Evidence mounting for Hungary’s brutal treatment of migrants

 

There is an increasing number of reports that Hungarian authorities are extremely brutal to migrants trying to get to Western Europe. Two representatives of the Helsinki Committee human rights advocacy visited a transit site in February and told Atlatszo.hu about experiences, where defenseless refugees were tied up with barbed wire or had dogs set on them.

Atlatszo.hu has actively covered how Hungary treats the migrant situation, which escalated in an open clash between those wanting to travel through the country and the authorities protecting the border. At that time, we even walked the road these refugees are forced to take.

After Hungary erected a fence on its southern border, the masses no longer represent a major story in mainstream media, but as we also explored, those wanting to get through the country are often brutally abused by Hungarian authorities. Recently, international civil rights groups made claims and presented photos and other evidence that show injuries on migrants that are the result of beatings or having been the victims of police dogs.

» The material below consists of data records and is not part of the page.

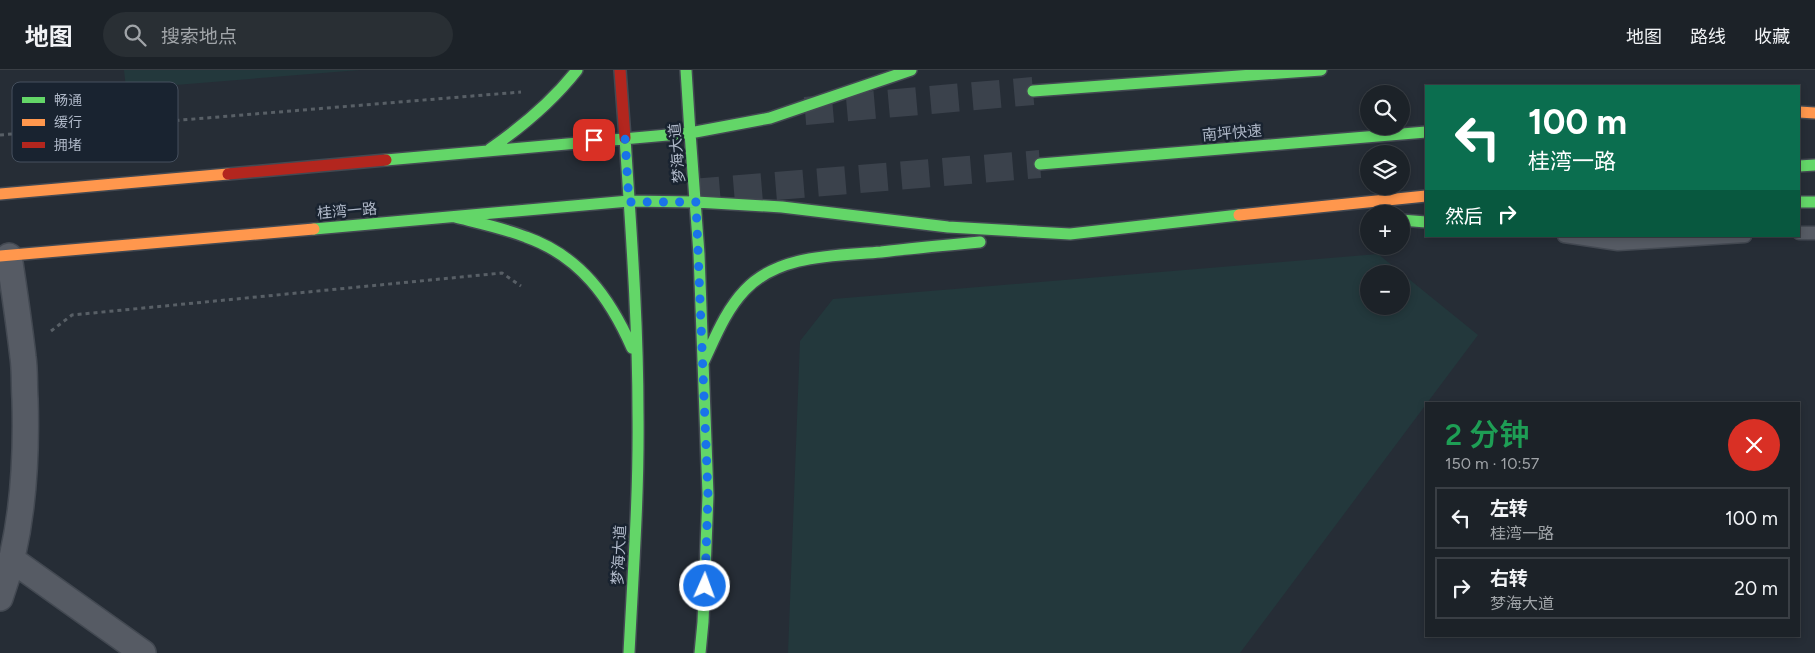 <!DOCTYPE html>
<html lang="zh">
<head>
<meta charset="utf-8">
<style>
  body { margin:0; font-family:Figtree,"Noto Sans SC",sans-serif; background:#292f34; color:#f1f3f6; height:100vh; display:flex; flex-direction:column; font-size:19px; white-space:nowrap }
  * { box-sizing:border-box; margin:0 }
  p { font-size:16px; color:#a0a4a8 }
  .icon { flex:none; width:28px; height:28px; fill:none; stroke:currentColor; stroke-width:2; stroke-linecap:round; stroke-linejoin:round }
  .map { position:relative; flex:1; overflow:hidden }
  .side { position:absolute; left:1425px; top:332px; width:375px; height:235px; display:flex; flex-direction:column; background:#1c2228; border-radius:0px; box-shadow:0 2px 8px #0003,0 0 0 1px #3a3f45 }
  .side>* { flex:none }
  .banner { position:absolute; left:1425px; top:15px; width:375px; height:152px; border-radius:0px; box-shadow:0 2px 8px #0003,0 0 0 1px #3a3f45; background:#0b6e4f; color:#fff; overflow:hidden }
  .controls { position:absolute; left:1360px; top:15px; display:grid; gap:10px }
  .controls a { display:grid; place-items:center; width:50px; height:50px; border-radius:50%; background:#1c2228; box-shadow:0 2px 8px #0003,0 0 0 1px #3a3f45; font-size:25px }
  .pin { position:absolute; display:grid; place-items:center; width:42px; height:42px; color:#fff; margin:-21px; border-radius:10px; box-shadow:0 2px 8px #0006 }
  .me { position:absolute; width:55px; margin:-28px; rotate:2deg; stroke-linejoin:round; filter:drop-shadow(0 0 4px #0008) }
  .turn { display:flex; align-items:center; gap:18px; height:105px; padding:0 20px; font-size:22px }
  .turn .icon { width:65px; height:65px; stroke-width:2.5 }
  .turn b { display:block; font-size:35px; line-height:42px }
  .then { display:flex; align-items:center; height:48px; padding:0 20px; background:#0003; gap:10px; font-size:19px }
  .round { display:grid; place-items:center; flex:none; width:52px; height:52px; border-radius:26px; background:#292f34 }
  .overview { display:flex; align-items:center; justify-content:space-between; height:85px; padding:0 20px }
  h1 { font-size:30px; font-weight:600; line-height:38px; color:#1e9e55 }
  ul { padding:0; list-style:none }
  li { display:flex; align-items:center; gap:15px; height:62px; margin:0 10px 8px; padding:0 10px; border:2px solid #3a3f45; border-radius:0px }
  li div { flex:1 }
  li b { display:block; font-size:19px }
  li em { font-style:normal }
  header { display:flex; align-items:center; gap:30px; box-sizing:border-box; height:70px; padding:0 25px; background:#1c2228; border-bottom:1px solid #3a3f45 }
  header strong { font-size:24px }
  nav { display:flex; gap:28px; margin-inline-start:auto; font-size:18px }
  .search { width:350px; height:45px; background:#292f34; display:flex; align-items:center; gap:12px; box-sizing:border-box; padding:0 18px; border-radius:28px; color:#a0a4a8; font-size:19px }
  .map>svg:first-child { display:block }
</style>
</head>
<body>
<header>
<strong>地图</strong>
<div class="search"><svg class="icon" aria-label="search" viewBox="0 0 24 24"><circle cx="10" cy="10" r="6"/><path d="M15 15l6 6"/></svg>搜索地点</div>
<nav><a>地图</a><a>路线</a><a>收藏</a></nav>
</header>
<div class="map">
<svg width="1815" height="583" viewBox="0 0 1815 583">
  <rect width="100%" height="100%" fill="#262d36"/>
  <!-- green -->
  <path fill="#23383c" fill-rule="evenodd" d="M124,0H360L126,19Z
    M1378,184L1478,265L1240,583H788L800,271L833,229ZM1369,204H1401V236H1369Z"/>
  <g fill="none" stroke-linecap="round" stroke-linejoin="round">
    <!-- primary-tunnel -->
    <path stroke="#3b424c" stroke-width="28" stroke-dasharray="28 14" stroke-linecap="butt" d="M805,41L1033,21
      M692,123L1040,94"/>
    <defs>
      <path id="lane" d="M1799,163H1815
        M1564,166L1618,174L1745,166"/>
      <path id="street" d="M11,489L143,583
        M0,528C23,465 27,395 25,329C24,315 25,301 23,287C19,253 14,219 9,186"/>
      <path id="fast" d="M1033,21L1321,0
        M690,63L699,184L708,425L703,552L700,583
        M690,63L770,48L911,0
        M625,68C631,160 638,252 638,344C639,424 633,504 629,583
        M490,79C523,56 552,32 577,0
        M386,90L690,63L686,0
        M1040,94L1426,62
        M1799,96L1815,95
        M696,132L782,137L948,157L1070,164L1239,145
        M1799,132H1815
        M455,147C479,153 503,158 526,167C580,186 610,228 632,278
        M1401,150L1426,152
        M314,159L629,131L696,132
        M703,293C715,268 725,241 745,220C779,184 835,186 881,182C914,178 947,175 980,172"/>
      <path id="slow" d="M1799,42L1815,43
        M0,124L228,104
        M1239,145L1426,126
        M0,186L314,159"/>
      <path id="jam" d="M620,0L625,68
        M228,104L386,90"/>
    </defs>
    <!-- lane casing -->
    <use href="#lane" stroke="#434952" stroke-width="15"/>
    <!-- street casing -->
    <use href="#street" stroke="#434952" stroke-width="28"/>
    <!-- fast casing -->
    <use href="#fast" stroke="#434952" stroke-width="14"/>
    <!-- slow casing -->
    <use href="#slow" stroke="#434952" stroke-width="14"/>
    <!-- jam casing -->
    <use href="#jam" stroke="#434952" stroke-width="14"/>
    <!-- path -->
    <path stroke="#585f66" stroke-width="3" stroke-dasharray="4 4" stroke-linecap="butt" d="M0,65L521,22
      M51,261L72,245L502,203L521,216"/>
    <!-- lane -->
    <use href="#lane" stroke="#565b64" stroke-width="12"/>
    <!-- street -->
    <use href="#street" stroke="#565b64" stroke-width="25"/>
    <!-- fast -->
    <use href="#fast" stroke="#63d668" stroke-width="11"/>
    <!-- slow -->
    <use href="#slow" stroke="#ff974d" stroke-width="11"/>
    <!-- jam -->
    <use href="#jam" stroke="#b3261e" stroke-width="11"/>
  </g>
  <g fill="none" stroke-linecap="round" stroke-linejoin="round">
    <!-- route -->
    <path stroke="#1a73e8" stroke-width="9" stroke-dasharray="0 16.2" d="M594,70L625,68L629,132H696L708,424L705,516"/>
  </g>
  <g text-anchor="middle" stroke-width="5" stroke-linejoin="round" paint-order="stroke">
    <!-- street labels -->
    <g font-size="15" fill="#afb8c8" stroke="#192330">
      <text transform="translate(1232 63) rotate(-5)" y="5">南坪快速</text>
      <text transform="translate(677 83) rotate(-95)" y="5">梦海大道</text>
      <text transform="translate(347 141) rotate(-5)" y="5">桂湾一路</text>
      <text transform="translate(619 485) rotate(-87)" y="5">梦海大道</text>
    </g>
  </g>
  <!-- legend -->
  <rect x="12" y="12" width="166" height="80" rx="8" fill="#192330" stroke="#46505e" stroke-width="1"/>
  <rect x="22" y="27" width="23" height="6" fill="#63d668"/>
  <rect x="22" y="49" width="23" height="7" fill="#ff974d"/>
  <rect x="22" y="72" width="23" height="6" fill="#b3261e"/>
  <g font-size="14" fill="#afb8c8">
    <text x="54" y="35">畅通</text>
    <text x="54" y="57">缓行</text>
    <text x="54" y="80">拥堵</text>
  </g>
</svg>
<div class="controls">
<a><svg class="icon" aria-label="search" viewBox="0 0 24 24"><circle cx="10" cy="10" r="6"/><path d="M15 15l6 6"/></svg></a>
<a><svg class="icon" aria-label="layers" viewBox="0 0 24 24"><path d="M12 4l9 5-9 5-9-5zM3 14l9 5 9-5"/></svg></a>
<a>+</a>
<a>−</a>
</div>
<div class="pin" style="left:594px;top:70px;background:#d93025"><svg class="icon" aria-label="arrive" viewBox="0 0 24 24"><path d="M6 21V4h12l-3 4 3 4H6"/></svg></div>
<svg class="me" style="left:705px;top:516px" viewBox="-20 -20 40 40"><circle r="17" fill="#1a73e8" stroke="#fff" stroke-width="3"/><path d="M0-11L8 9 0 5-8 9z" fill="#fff"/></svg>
<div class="banner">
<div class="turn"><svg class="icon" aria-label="left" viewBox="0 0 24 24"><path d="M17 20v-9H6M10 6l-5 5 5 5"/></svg><div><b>100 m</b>桂湾一路</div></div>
<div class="then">然后<svg class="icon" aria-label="right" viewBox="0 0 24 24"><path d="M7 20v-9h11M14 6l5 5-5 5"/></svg></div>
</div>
<section class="side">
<div class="overview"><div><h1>2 分钟</h1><p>150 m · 10:57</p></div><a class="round" style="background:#d93025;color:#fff"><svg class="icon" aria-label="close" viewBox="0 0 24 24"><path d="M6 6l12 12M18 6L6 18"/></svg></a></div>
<ul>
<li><svg class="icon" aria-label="left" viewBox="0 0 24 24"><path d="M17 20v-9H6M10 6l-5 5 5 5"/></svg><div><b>左转</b><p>桂湾一路</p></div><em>100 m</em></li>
<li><svg class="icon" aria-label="right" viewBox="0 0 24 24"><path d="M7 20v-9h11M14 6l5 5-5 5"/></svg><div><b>右转</b><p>梦海大道</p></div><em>20 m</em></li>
</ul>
</section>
</div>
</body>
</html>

In February, members of the Hungarian Helsinki Committee civil rights group Aniko Bakonyi, Andras Lederer and Zoltan Somogyvari visited the zone between Hungary and Serbia, and told Atlatszo.hu about what they experienced.

As they explained, there are some 7,000 people wanting to get across the border, some are there for months, run out of patience and try to cross illegally. The same people state that they are apprehended by officials in blue uniforms and are often beaten, they have the injuries to show in support of their claims.

“Hungarian police bad. Police catch, beat,” is what many of their interview subjects said. The stories and the injuries included mostly beatings, but there were also directed dog attacks and one man reported that the police tied his feet together with barbed wire.

As the Helsinki delegates found, this seems to be a deliberate effort to intimidate those trying to get across, their physical abuse is systematic, it is also usual that their phones are taken and destroyed while they watch, while the money they were carrying is also taken and torn up.

Those apprehended get their pictures taken so they can be referenced if they try to cross again. There is no “standard” in the methods, the point is to intimidate the migrants while police are shouting at them to “go back,” and it is also common to get one or both shoes taken to make the walk back to Serbia even worse.

The standing Hungarian law states that anyone crossing illegally and caught within 8 kilometers of the border must be escorted out at the nearest official crossing station on the border fence if they haven’t engaged in criminal activity. However, a later revision stated that violating the border is a criminal offense in itself, so they can expect to be taken to court to face charges.

As the police argues, they are responsible not only for investigating, but preventing criminal acts – as Helsinki argues, the process in question in collective deportation, which is prohibited under international human rights treaties.